Immunoblotting of ZGMs With pAb849

To complement these observations, ZGMs were purified from mouse pancreas and immunoblotted with pAb849. To verify whether mCLCA1/2 are indeed transmembrane proteins, ZGMs were isolated after sodium carbonate wash, as described in Materials and Methods. Regardless of the isolation protocol used, a protein band was detected at ∼130 kDa in ZGMs (Figure 3F, arrow) that was more prominent after sodium carbonate wash, suggesting enrichment of full-length mCLCA1/2 in this fraction. An ∼75-kDa immunoreactive band was also present. Incubation of the blots with the pAb849 antibody that had been preincubated with 0.5 mM of the respective peptide antigen abolished the ∼130-kDa band, but not the lower-molecular-mass band, demonstrating that the ∼130-kDa band is specific for mCLCA1/2.
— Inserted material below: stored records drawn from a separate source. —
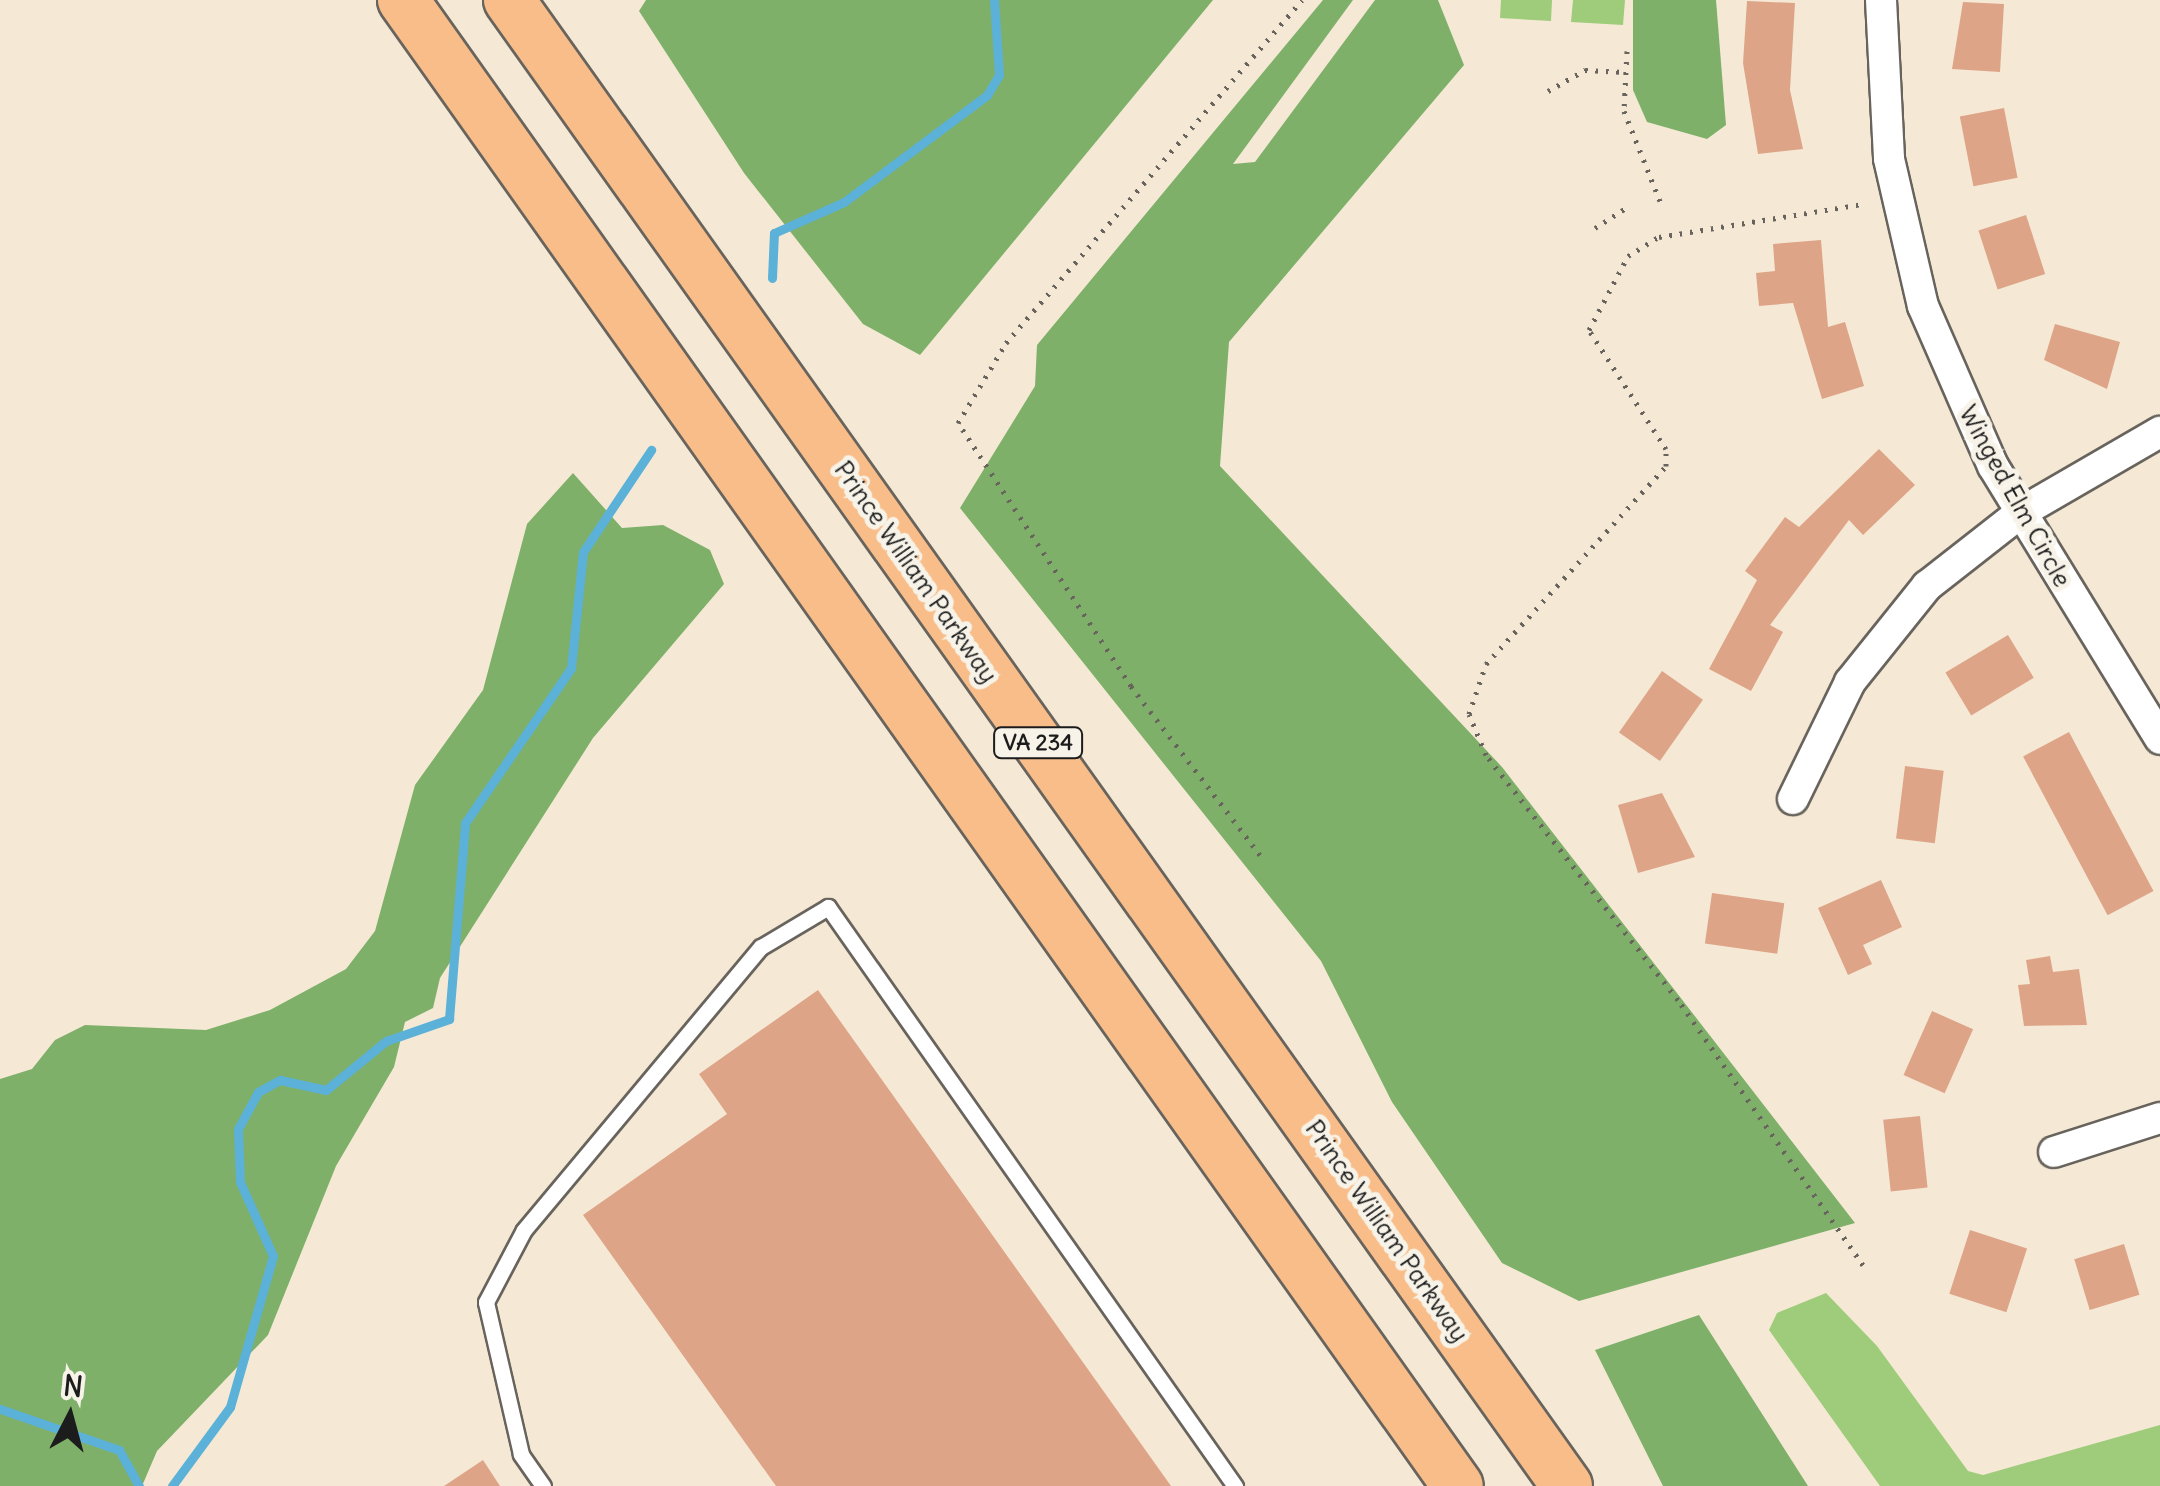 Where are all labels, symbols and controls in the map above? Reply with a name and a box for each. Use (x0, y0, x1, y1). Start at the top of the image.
street label: Winged Elm Circle (1953, 400, 2077, 592)
street label: Prince William Parkway (828, 455, 1004, 689)
road number: VA 234 (993, 726, 1083, 760)
street label: Prince William Parkway (1299, 1114, 1475, 1348)
north arrow (20, 1366, 120, 1466)
text: N (62, 1367, 85, 1405) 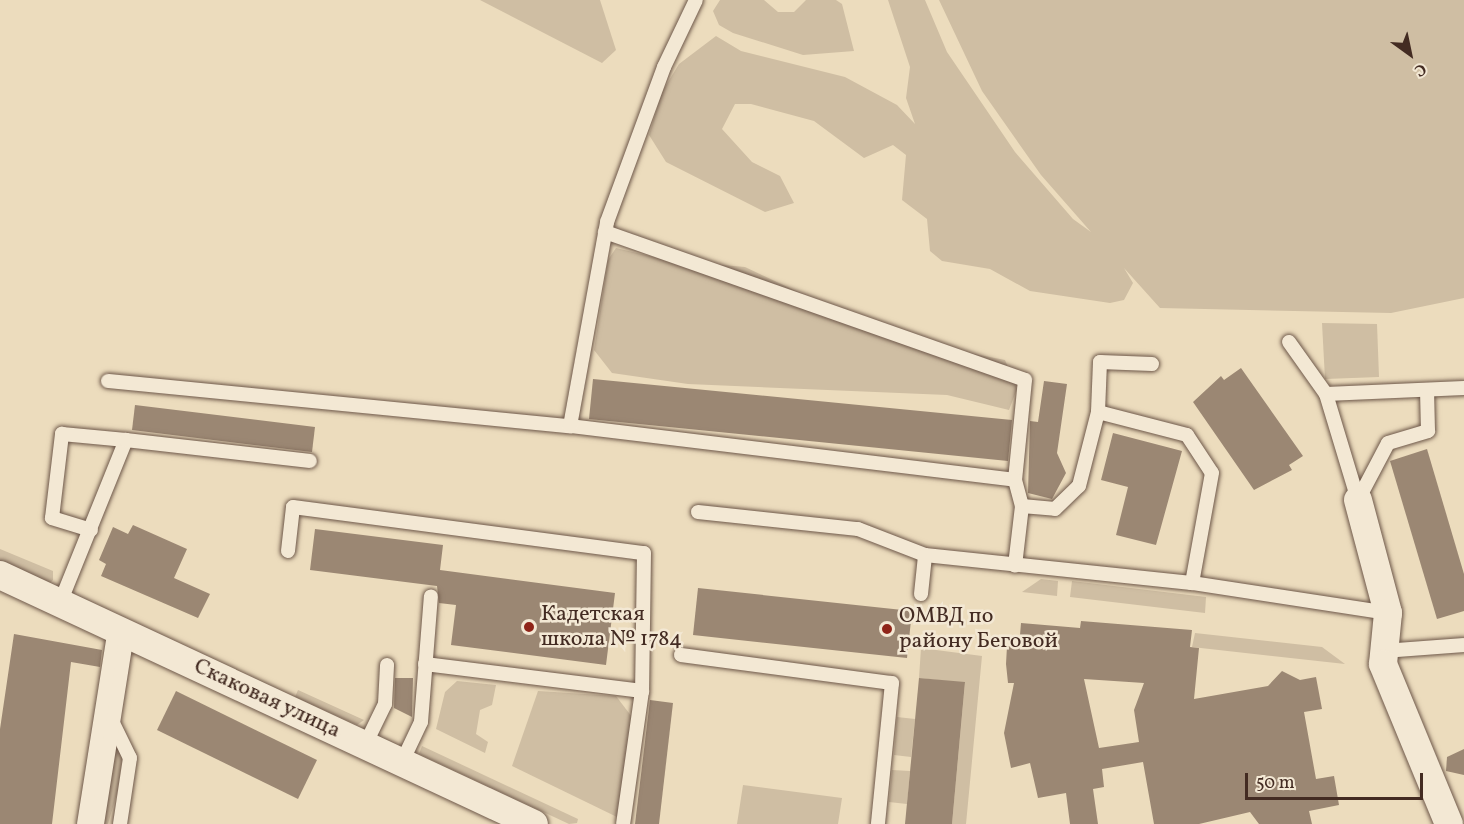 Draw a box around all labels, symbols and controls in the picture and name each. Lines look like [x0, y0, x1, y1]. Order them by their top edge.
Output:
north arrow [1380, 24, 1440, 84]
text: С [1410, 57, 1430, 81]
place label: Кадетская школа № 1784 [541, 601, 682, 652]
place label: ОМВД по району Беговой [899, 603, 1058, 654]
marker: Кадетская школа № 1784 [522, 620, 536, 634]
marker: ОМВД по району Беговой [880, 622, 894, 636]
street label: Скаковая улица [189, 653, 345, 745]
scale bar [1248, 761, 1426, 799]
text: 50 m [1256, 771, 1295, 796] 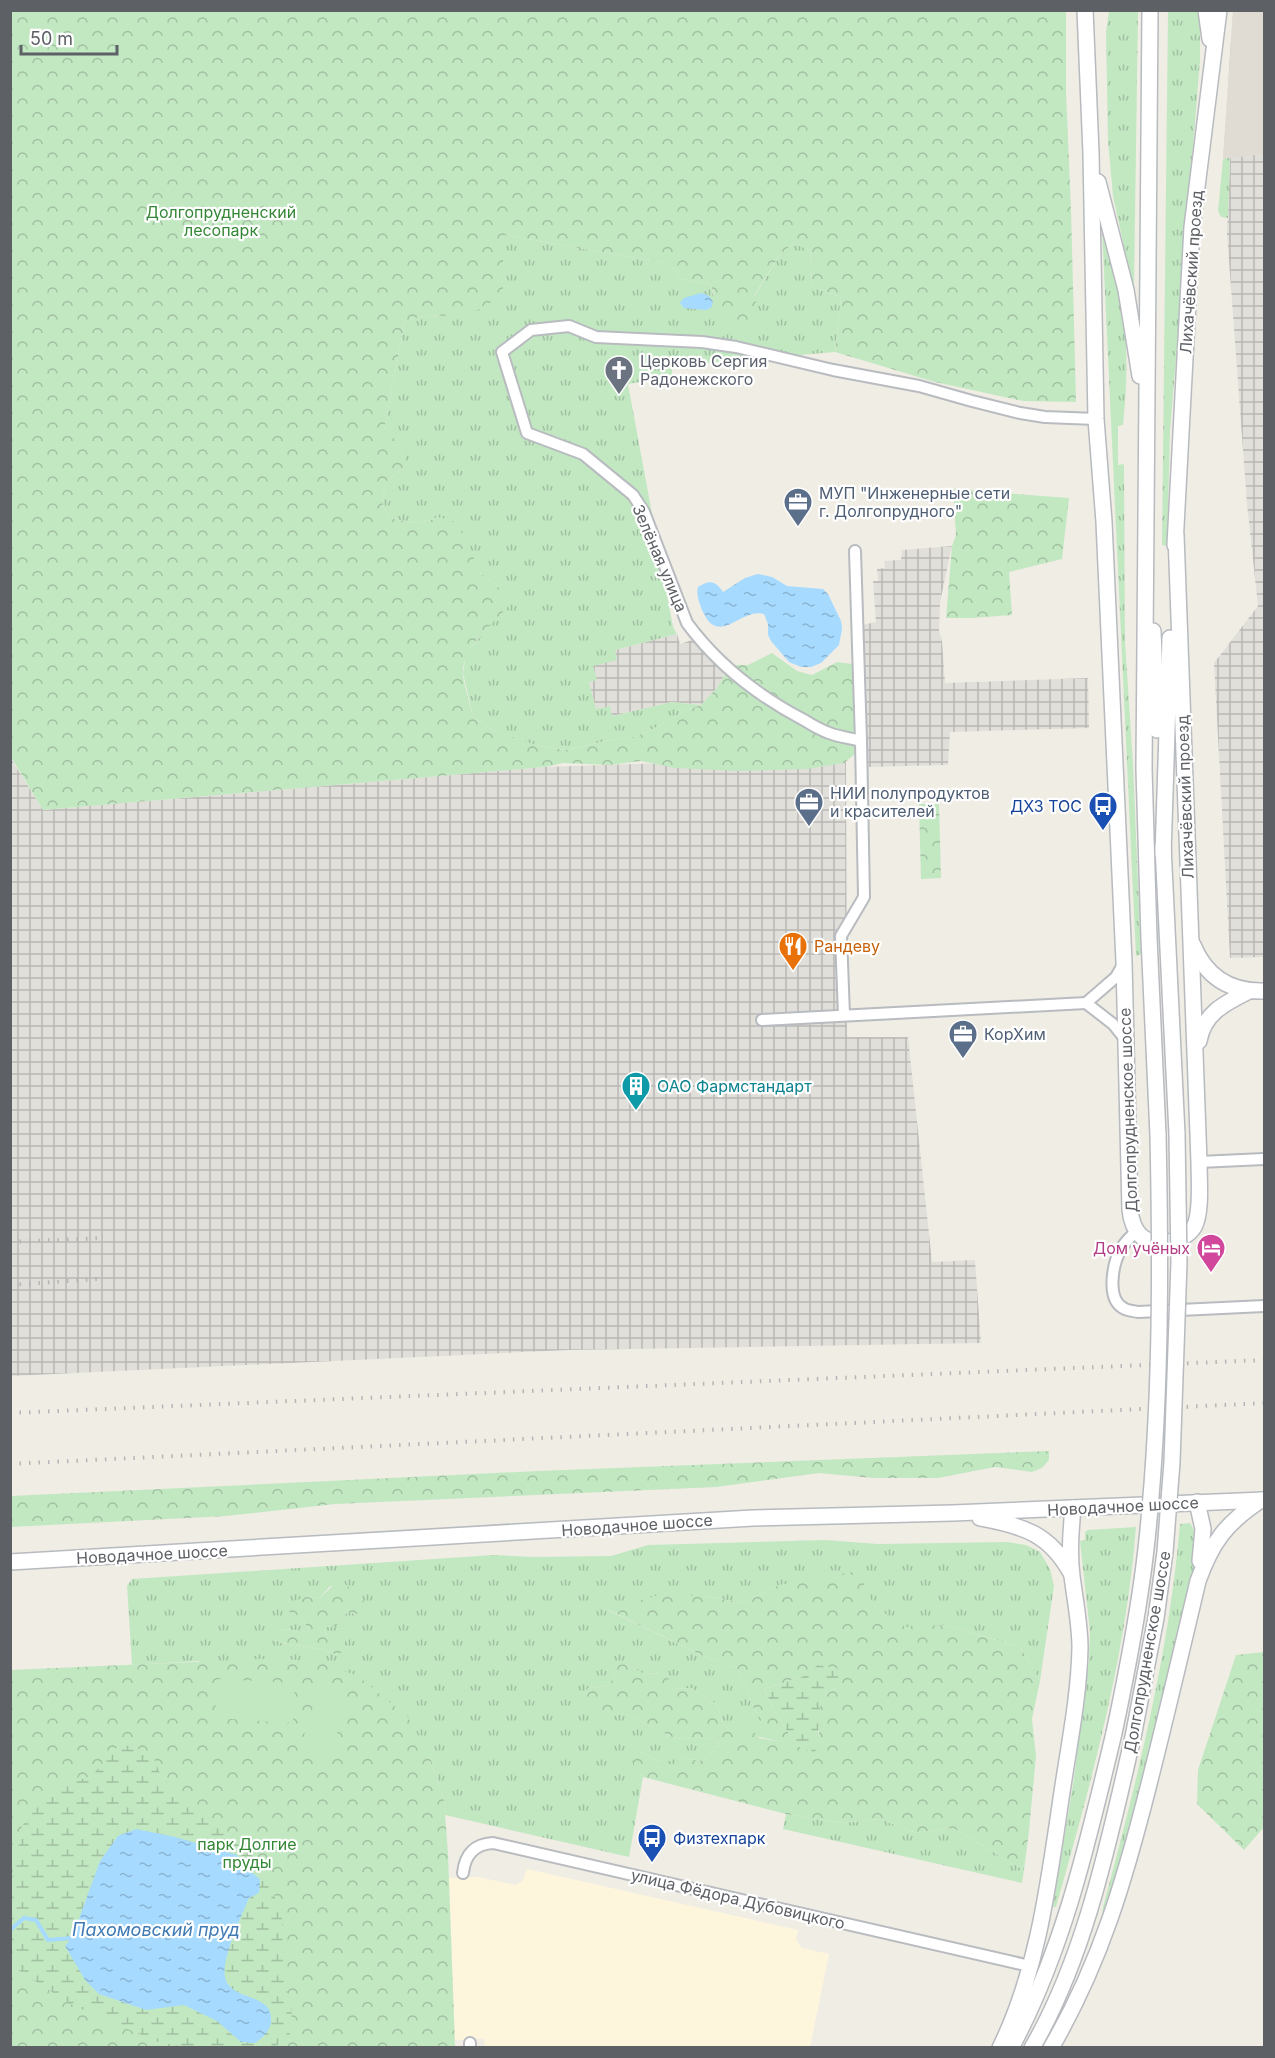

Electron Microscopy of ZGMs Labeled With pAb849

To ensure that labeling observed in acinar cells indeed represented immunoreactivity of ZGMs, mCLCA1/2 protein expression in pancreatic ZGs was further determined at the ultrastructural level, by preembedding immunoperoxidase electron microscopy on fixed pancreatic tissue sections (Figure 3G), as well as by immunogold labeling on purified mouse pancreatic ZGs (Figures 3H and 3I). As illustrated in Figure 3G, lateral plasma membrane of acinar cells was devoid of mCLCA1/2 immunoreactivity. In contrast, ZGs exhibited mCLCA1/2 immunoreactivity that was restricted to the surface of the granules, thus representing labeling of the ZGMs. Higher magnification shown in the insert in Figure 3G, also highlights the absence of mCLCA1/2 immunolabeling of the luminal acinar membrane (arrows), whereas ZGMs were strongly labeled (arrowheads). Finally, immunogold labeling of isolated ZGs (Figure 3H) also confirmed that mCLCA1/2 immunoreactivity was exclusively located at the surface of the granules. In the absence of the primary antibody, no labeling could be detected (Figure 3I).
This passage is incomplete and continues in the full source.